If Nomiya and the Greenhouse mark two poles—one sensuous, the other activist—a similar spectrum connects two ephemeral art spaces. The Mobile Art Chanel Contemporary Art Container, designed by Zaha Hadid as a showcase for artists inspired by the Chanel bag, was unveiled at the Venice Art Biennale; the lavish structure touched down in Hong Kong and New York, then Paris. A very different project, the BMW Guggenheim Lab, began its global tour in New York’s East Village last year. Conceived by curators David van der Leer and Maria Nicanor, this think tank and community center slid into a sliver of land between two tenements. The carbon-fiber structure sheltered an open-air “living room” for workshops and events, and even public toilets, creating a sense of community and utility. Designed by Tokyo’s Atelier Bow-Wow, the structure can be dismantled for transport; it has since moved to Berlin, and will continue on to Mumbai next year.

Mobile safari camps and temporary tented hotels have been around for generations, but the semipermanent hotel—for now at least—is perhaps the most extreme example of the pop-up phenomenon. Design Hotels’ buzzy Papaya Playa Project recently appeared on a beach near Tulum, Mexico, with 85 cabanas and casitas and a restaurant. Last summer, the company’s second pop-up, the 34-room San Giorgio Mykonos, opened on the Greek island’s Paradise Beach.

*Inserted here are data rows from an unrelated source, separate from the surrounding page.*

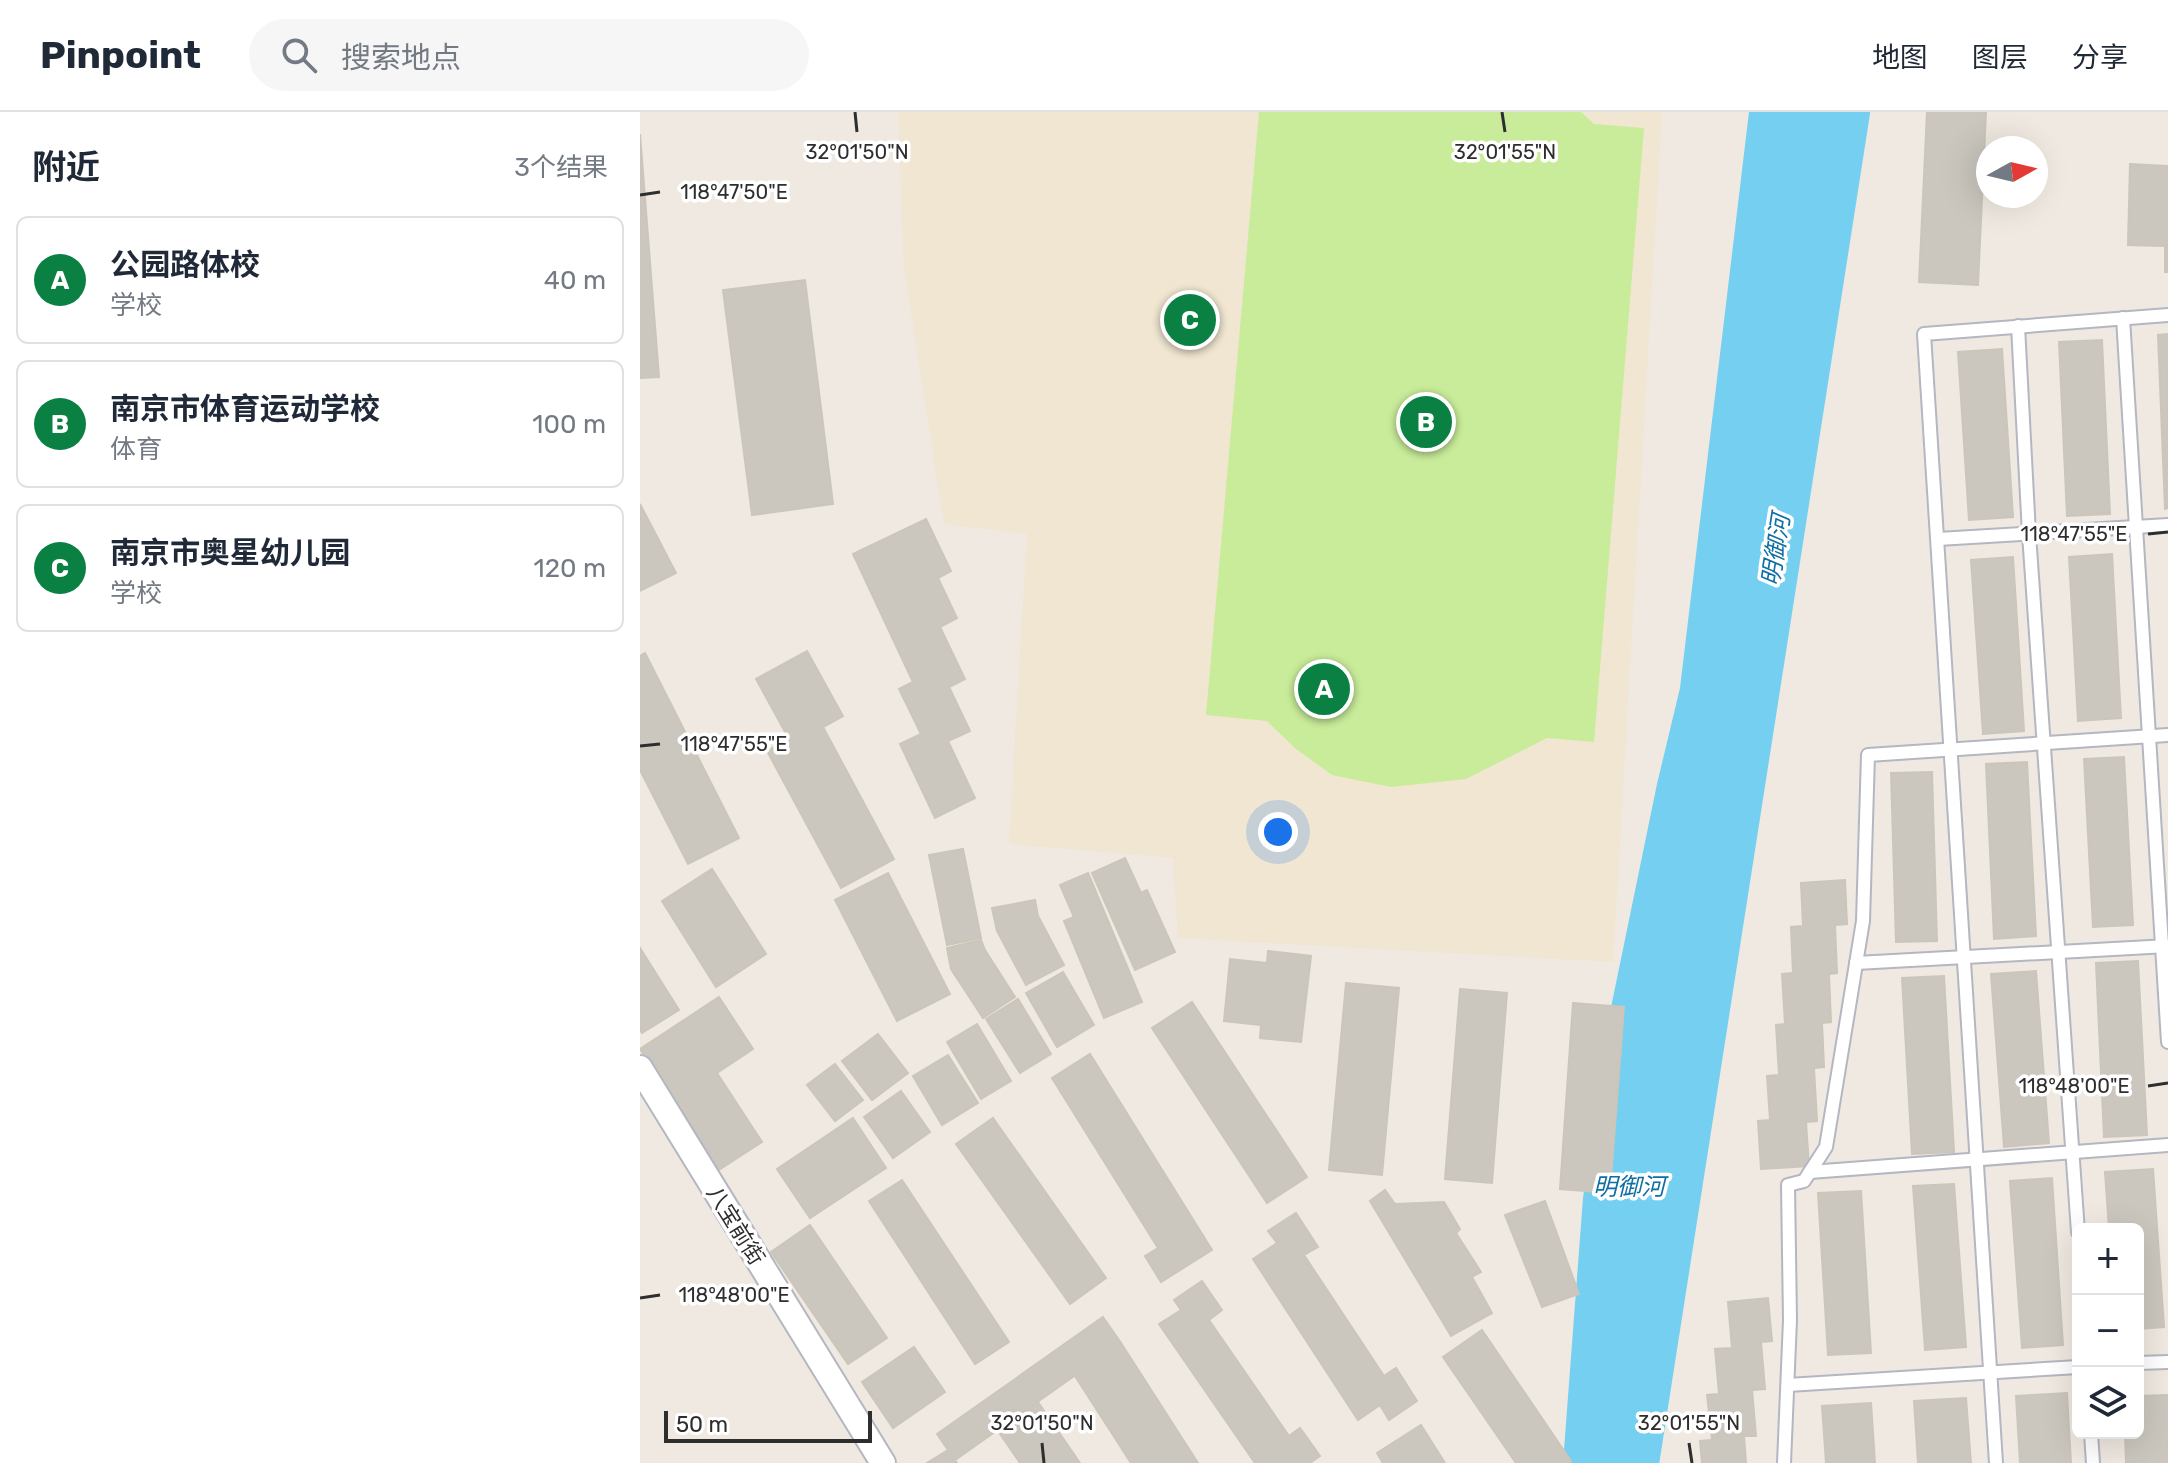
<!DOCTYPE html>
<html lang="zh">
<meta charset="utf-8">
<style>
:root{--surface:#fff;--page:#f6f6f7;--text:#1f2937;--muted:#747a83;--line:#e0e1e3;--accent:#0b8043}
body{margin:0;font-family:Rubik,"Noto Sans SC",sans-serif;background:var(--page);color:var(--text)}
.controls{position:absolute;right:24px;bottom:24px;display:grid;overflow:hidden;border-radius:12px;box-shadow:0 8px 32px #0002}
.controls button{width:72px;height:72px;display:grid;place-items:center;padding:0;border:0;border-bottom:2px solid var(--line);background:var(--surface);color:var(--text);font:40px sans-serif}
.compass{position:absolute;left:1336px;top:24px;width:72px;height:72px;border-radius:50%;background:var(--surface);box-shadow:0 8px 32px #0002;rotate:82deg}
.scale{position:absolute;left:24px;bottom:20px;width:208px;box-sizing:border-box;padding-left:8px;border:4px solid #2e2e2e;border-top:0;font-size:22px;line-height:28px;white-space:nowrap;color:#2e2e2e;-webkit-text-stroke:6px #fff;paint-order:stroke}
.you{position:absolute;left:638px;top:720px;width:28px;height:28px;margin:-20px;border:6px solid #fff;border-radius:50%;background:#1a73e8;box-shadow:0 0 0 12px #1a73e833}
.badge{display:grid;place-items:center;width:52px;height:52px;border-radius:50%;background:var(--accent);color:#fff;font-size:26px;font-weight:700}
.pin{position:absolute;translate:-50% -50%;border:4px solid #fff;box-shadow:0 2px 8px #0006}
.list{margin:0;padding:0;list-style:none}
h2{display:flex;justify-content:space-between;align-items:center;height:104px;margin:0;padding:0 32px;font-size:34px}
h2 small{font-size:26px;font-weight:400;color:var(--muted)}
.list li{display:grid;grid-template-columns:52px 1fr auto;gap:24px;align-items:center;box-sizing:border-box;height:128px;margin:0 16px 16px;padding:0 16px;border:2px solid var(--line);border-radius:12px}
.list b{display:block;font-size:30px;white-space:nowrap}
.list p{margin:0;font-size:26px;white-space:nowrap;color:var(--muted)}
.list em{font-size:26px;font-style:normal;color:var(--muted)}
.icon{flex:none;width:44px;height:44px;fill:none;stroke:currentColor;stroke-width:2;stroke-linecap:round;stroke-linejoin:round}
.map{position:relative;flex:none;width:1528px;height:1351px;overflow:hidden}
header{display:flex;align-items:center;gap:48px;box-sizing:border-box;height:112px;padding:0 40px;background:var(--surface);border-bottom:2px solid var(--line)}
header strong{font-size:38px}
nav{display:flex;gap:44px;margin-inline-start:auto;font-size:28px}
.search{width:560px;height:72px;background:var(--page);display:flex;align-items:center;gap:20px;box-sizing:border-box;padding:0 28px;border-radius:44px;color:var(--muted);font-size:30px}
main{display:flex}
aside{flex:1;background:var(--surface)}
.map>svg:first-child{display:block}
</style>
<header>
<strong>Pinpoint</strong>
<div class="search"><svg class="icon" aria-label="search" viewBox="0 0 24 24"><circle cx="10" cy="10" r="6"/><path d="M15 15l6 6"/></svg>搜索地点</div>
<nav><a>地图</a><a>图层</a><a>分享</a></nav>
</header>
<main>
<aside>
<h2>附近<small>3个结果</small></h2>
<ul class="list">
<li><span class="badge">A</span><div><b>公园路体校</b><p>学校</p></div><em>40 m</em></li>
<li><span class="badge">B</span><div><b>南京市体育运动学校</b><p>体育</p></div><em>100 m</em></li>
<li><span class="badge">C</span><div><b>南京市奥星幼儿园</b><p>学校</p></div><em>120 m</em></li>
</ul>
</aside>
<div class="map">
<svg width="1528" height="1351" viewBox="0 0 1528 1351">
<rect width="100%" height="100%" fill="#efe9e1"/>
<path fill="#f0e6d1" d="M258,0H1022L973,850L538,826L533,746L369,732L387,422L304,412L264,156Z"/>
<path fill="#c9ec9a" d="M619,0H941L954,12L1004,16L954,630L907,626L826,667L751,675L692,663L656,637L627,609L566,603Z"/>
<path fill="#75cff0" d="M1109,0H1190L1126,469L1063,850L996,1351H923L943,1086L968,910L1017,672L1040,576Z"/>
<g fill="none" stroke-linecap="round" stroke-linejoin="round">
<path stroke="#75cff0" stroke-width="50" d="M994,1351L1205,0"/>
</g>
<g fill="#cbc7bf" stroke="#cbc5ba" stroke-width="2">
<path d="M1287,0H1346L1338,173L1279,170Z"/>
<path d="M0,22L19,265L0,266Z"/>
<path d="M1490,52L1528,54V160H1525V134L1488,133Z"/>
<path d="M165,168L193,392L112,403L83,178Z"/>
<path d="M1528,222V396L1525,397L1518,223Z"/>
<path d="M1462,228L1470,402L1427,404L1419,230Z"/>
<path d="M1362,237L1373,405L1329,408L1318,240Z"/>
<path d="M0,392L36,461L0,479Z"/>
<path d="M286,407L311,459L298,466L317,506L300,515L325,567L309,575L330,619L308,629L335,686L295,706L260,632L281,622L259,577L273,570L213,442Z"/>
<path d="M1472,442L1481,606L1438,609L1429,445Z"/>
<path d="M1373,445L1384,619L1343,622L1331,448Z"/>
<path d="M167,539L203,604L183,615L254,747L201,776L127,639L149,627L116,567Z"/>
<path d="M5,541L99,726L48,752L0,658V544Z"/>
<path d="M1484,645L1493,813L1453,815L1444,647Z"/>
<path d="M1387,650L1396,824L1354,827L1346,652Z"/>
<path d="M1292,660L1297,829L1256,830L1251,661Z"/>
<path d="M323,737L341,826L307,833L289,743Z"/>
<path d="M485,746L501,781L507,778L535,840L495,858L452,761Z"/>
<path d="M72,757L126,842L76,875L22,789Z"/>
<path d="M248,761L310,882L257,909L195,788Z"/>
<path d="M448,761L502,890L464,906L424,809L434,805L420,773Z"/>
<path d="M1205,768L1207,812L1195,813L1197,861L1189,862L1191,910L1182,911L1184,955L1174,956L1177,1009L1166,1010L1169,1054L1121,1057L1118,1009L1130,1008L1127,964L1139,963L1136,913L1145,912L1142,862L1153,861L1151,815L1163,814L1161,771Z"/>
<path d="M395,788L398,804L424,853L386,873L357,819L352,796Z"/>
<path d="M341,828L345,838L375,885L343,906L311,857L307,836Z"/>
<path d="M0,836L39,898L2,921L0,918Z"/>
<path d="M628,839L671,844L661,930L620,926L621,913L584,909L590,847L627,851Z"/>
<path d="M1498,849L1507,1023L1464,1025L1456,851Z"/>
<path d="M1396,859L1409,1031L1364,1035L1351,862Z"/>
<path d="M423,860L454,913L417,935L386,881Z"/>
<path d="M1304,864L1314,1040L1272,1042L1262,866Z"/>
<path d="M706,871L759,876L742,1063L689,1058Z"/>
<path d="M820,877L867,881L852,1071L805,1067Z"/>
<path d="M79,885L113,937L77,961L122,1030L77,1059L0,937Z"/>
<path d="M378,887L411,942L380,961L346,907Z"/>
<path d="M552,890L667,1065L627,1091L512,916Z"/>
<path d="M933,891L984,895L970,1081L920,1077Z"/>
<path d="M337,912L371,969L341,987L307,930Z"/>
<path d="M238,922L268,961L232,988L202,949Z"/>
<path d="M450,942L572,1138L521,1170L505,1144L518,1136L412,966Z"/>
<path d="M308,943L338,991L302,1013L273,964Z"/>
<path d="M195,952L223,988L195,1009L167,973Z"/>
<path d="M261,979L290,1020L253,1046L224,1005Z"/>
<path d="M213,1006L246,1056L170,1106L137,1057Z"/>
<path d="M353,1006L466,1166L430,1192L316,1032Z"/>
<path d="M1513,1057L1524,1215L1498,1217V1117H1469L1465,1060Z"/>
<path d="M1412,1066L1423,1233L1382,1236L1370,1069Z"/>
<path d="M262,1068L369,1230L335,1252L229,1089Z"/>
<path d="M1314,1072L1326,1235L1285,1238L1273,1074Z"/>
<path d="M745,1078L755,1092L804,1090L820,1117L816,1121L841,1160L832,1165L852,1201L811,1224L730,1089Z"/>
<path d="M1221,1079L1231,1241L1188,1243L1178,1081Z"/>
<path d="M905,1089L939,1182L902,1195L865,1103Z"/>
<path d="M656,1101L678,1135L664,1143L744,1264L756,1256L777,1289L749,1308L740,1293L718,1308L613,1147L637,1131L628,1119Z"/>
<path d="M170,1113L247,1226L208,1252L131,1140Z"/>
<path d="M562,1169L582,1198L569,1208L649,1324L660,1316L680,1344L670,1351H615L519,1212L541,1198L534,1188Z"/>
<path d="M1128,1186L1132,1229L1121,1230L1125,1277L1112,1278L1116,1324H1104L1106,1351H1062L1060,1329L1072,1328L1067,1283L1079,1282L1075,1237L1092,1236L1088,1190Z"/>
<path d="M463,1205L481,1231L315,1348L297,1322Z"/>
<path d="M842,1218L931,1349L928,1351H876L803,1245Z"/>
<path d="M481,1231L558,1351H491L435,1264Z"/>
<path d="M274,1235L305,1280L253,1316L222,1270Z"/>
<path d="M1427,1281L1431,1351H1380L1376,1284Z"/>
<path d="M1528,1283V1351H1486L1485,1321H1498V1284Z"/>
<path d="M1326,1286L1331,1351H1278L1274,1289Z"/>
<path d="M398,1290L440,1351H380L358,1319Z"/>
<path d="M1231,1291L1235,1351H1186L1182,1294Z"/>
<path d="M781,1313L805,1351H743L737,1341Z"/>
<path d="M308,1338L317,1351H287Z"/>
</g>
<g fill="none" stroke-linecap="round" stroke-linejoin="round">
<defs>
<g id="lane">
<path d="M1483,206L1528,930"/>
<path d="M1378,214L1389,422L1438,1120"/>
<path d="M1298,427L1528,413"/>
<path d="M1216,851L1528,834"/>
<path d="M1170,1060L1528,1033"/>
<path d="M1498,1251L1528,1250"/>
<path d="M1148,1273L1438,1255"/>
<path d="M1451,1321L1453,1351"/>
<path d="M1144,1351L1150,1208L1148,1073L1164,1069L1186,1035L1223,809L1228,643L1528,623"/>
<path d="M1356,1351L1284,222L1528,203"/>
</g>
<path id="street" d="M0,956L243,1351"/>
</defs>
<use href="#lane" stroke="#b4b7c1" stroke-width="16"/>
<use href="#street" stroke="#b4b7c1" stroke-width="28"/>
<use href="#lane" stroke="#fff" stroke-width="12"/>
<use href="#street" stroke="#fff" stroke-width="24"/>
</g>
<path fill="none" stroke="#2e2e2e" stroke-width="3" d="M215,0L217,20M862,0L865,20M0,83L20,80M1508,422L1528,420M0,634L20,632M1508,974L1528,971M0,1186L20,1183M402,1331L404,1351M1049,1331L1052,1351"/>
<g text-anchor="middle" stroke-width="7" stroke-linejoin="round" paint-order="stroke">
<g font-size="22" fill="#2e2e2e" stroke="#fff">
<text transform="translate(96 1113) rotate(58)" y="8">八宝前街</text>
</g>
<g font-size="24" font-style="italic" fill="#0d6fa3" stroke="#fff">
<text transform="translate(1136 438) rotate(-81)" y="8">明御河</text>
<text x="989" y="1083">明御河</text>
</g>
</g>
<g font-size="20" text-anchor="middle" fill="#2e2e2e" stroke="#fff" stroke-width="7" stroke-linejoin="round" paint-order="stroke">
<text x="217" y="47">32°01'50"N</text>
<text x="865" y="47">32°01'55"N</text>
<text x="94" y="87">118°47'50"E</text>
<text x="1434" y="429">118°47'55"E</text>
<text x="94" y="639">118°47'55"E</text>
<text x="1434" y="981">118°48'00"E</text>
<text x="94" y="1190">118°48'00"E</text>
<text x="402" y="1318">32°01'50"N</text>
<text x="1049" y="1318">32°01'55"N</text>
</g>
</svg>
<div class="controls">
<button>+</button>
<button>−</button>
<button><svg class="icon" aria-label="layers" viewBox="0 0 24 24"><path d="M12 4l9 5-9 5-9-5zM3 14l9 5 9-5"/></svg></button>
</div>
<svg class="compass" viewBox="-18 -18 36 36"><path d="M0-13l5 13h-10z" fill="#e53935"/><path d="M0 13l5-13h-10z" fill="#747a83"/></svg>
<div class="scale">50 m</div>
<div class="you"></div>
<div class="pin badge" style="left:684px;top:577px">A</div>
<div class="pin badge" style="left:786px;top:310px">B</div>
<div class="pin badge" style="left:550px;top:208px">C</div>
</div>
</main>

These structures, whatever forms they take, offer a sense of the improbable: things crop up where they don’t quite belong. They add a feeling of discovery to even the most familiar places. You’ll know you’ve found one when a pool, gallery, hotel, or beer garden appears right in front of you. Just don’t assume it will be there forever.


Stockholm

The Cube by Electrolux The high-profile restaurant has moved to the top of the Royal Opera House. electrolux.com; through October 21.

Cape Town

TopShop As a precursor to its first foray into Africa in November, the U.K. fashion label opens at Unknown Union boutique. unknownunion.co.za; through October 1.

London

Crazy Horse Paris’s avant-garde cabaret arrives at a custom-made temporary theater in South Bank. lecrazyhorseparis.com; through December 24.

Malibu, California

Lanvin Malibu Village hosts a shop featuring the design house’s men’s ready-to-wear and accessories collections. lanvin.com; through October 31.

Tulum, Mexico

POPUP Ashram at Papaya Playa Project Pop-up yoga at a pop-up hotel. Perfect. papayaplayaproject.com; through November 5.